▶ _Task statement_
Transcribe each line below verbatim; pictures excluded.

═════ Given material ═════

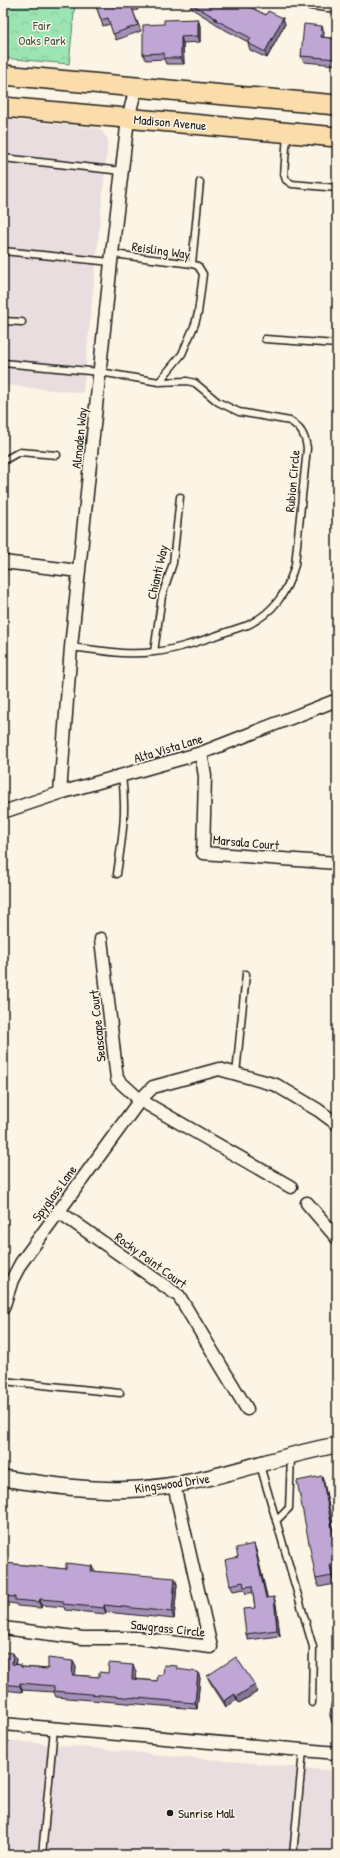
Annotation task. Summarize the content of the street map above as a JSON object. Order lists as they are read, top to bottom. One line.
{"streets":{"main road":["Madison Avenue"],"street":["Almaden Way","Alta Vista Lane","Marsala Court","Seascape Court","Spyglass Lane","Rocky Point Court","Kingswood Drive","Sawgrass Circle"],"lane":["Reisling Way","Rubion Circle","Chianti Way"]},"crossings":[["Madison Avenue","Almaden Way"],["Reisling Way","Almaden Way"],["Reisling Way","Rubion Circle"],["Almaden Way","Rubion Circle"],["Almaden Way","Alta Vista Lane"],["Rubion Circle","Chianti Way"],["Alta Vista Lane","Marsala Court"],["Seascape Court","Spyglass Lane"],["Spyglass Lane","Rocky Point Court"],["Kingswood Drive","Sawgrass Circle"]],"parks":["Fair Oaks Park"],"places":["Sunrise Mall"]}
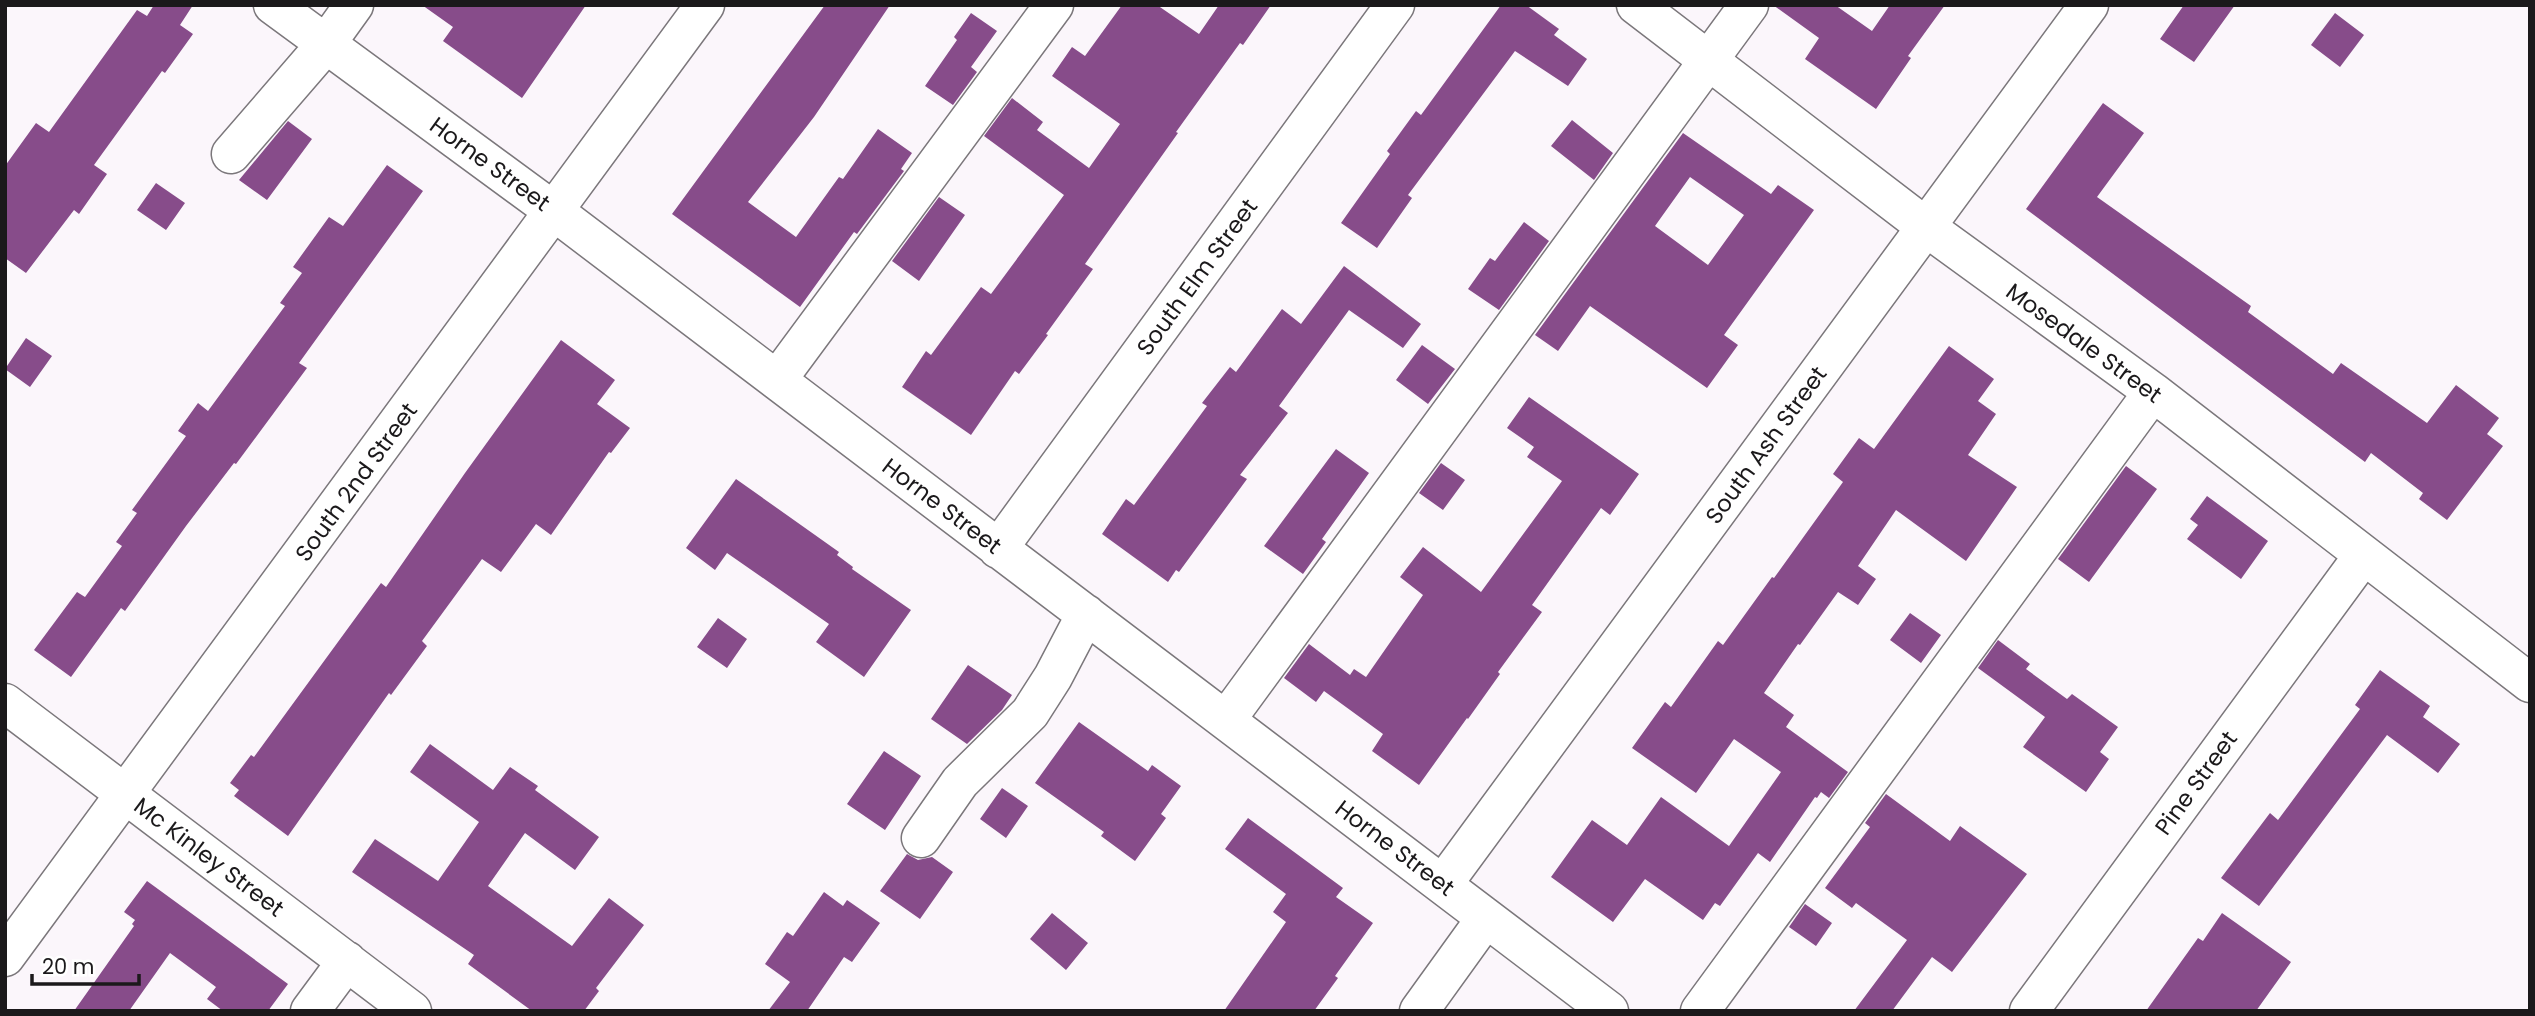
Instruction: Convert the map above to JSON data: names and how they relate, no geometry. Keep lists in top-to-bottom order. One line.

═════

▶ _Task output_
Annotation task. Summarize the content of the street map above as a JSON object. Order lists as they are read, top to bottom. One line.
{"streets":{"main road":["Madison Avenue"],"street":["Almaden Way","Alta Vista Lane","Marsala Court","Seascape Court","Spyglass Lane","Rocky Point Court","Kingswood Drive","Sawgrass Circle"],"lane":["Reisling Way","Rubion Circle","Chianti Way"]},"crossings":[["Madison Avenue","Almaden Way"],["Reisling Way","Almaden Way"],["Reisling Way","Rubion Circle"],["Almaden Way","Rubion Circle"],["Almaden Way","Alta Vista Lane"],["Rubion Circle","Chianti Way"],["Alta Vista Lane","Marsala Court"],["Seascape Court","Spyglass Lane"],["Spyglass Lane","Rocky Point Court"],["Kingswood Drive","Sawgrass Circle"]],"parks":["Fair Oaks Park"],"places":["Sunrise Mall"]}
Instruction: Convert the map above to JSON data: names and how they relate, no geometry. Keep lists in top-to-bottom order. One line.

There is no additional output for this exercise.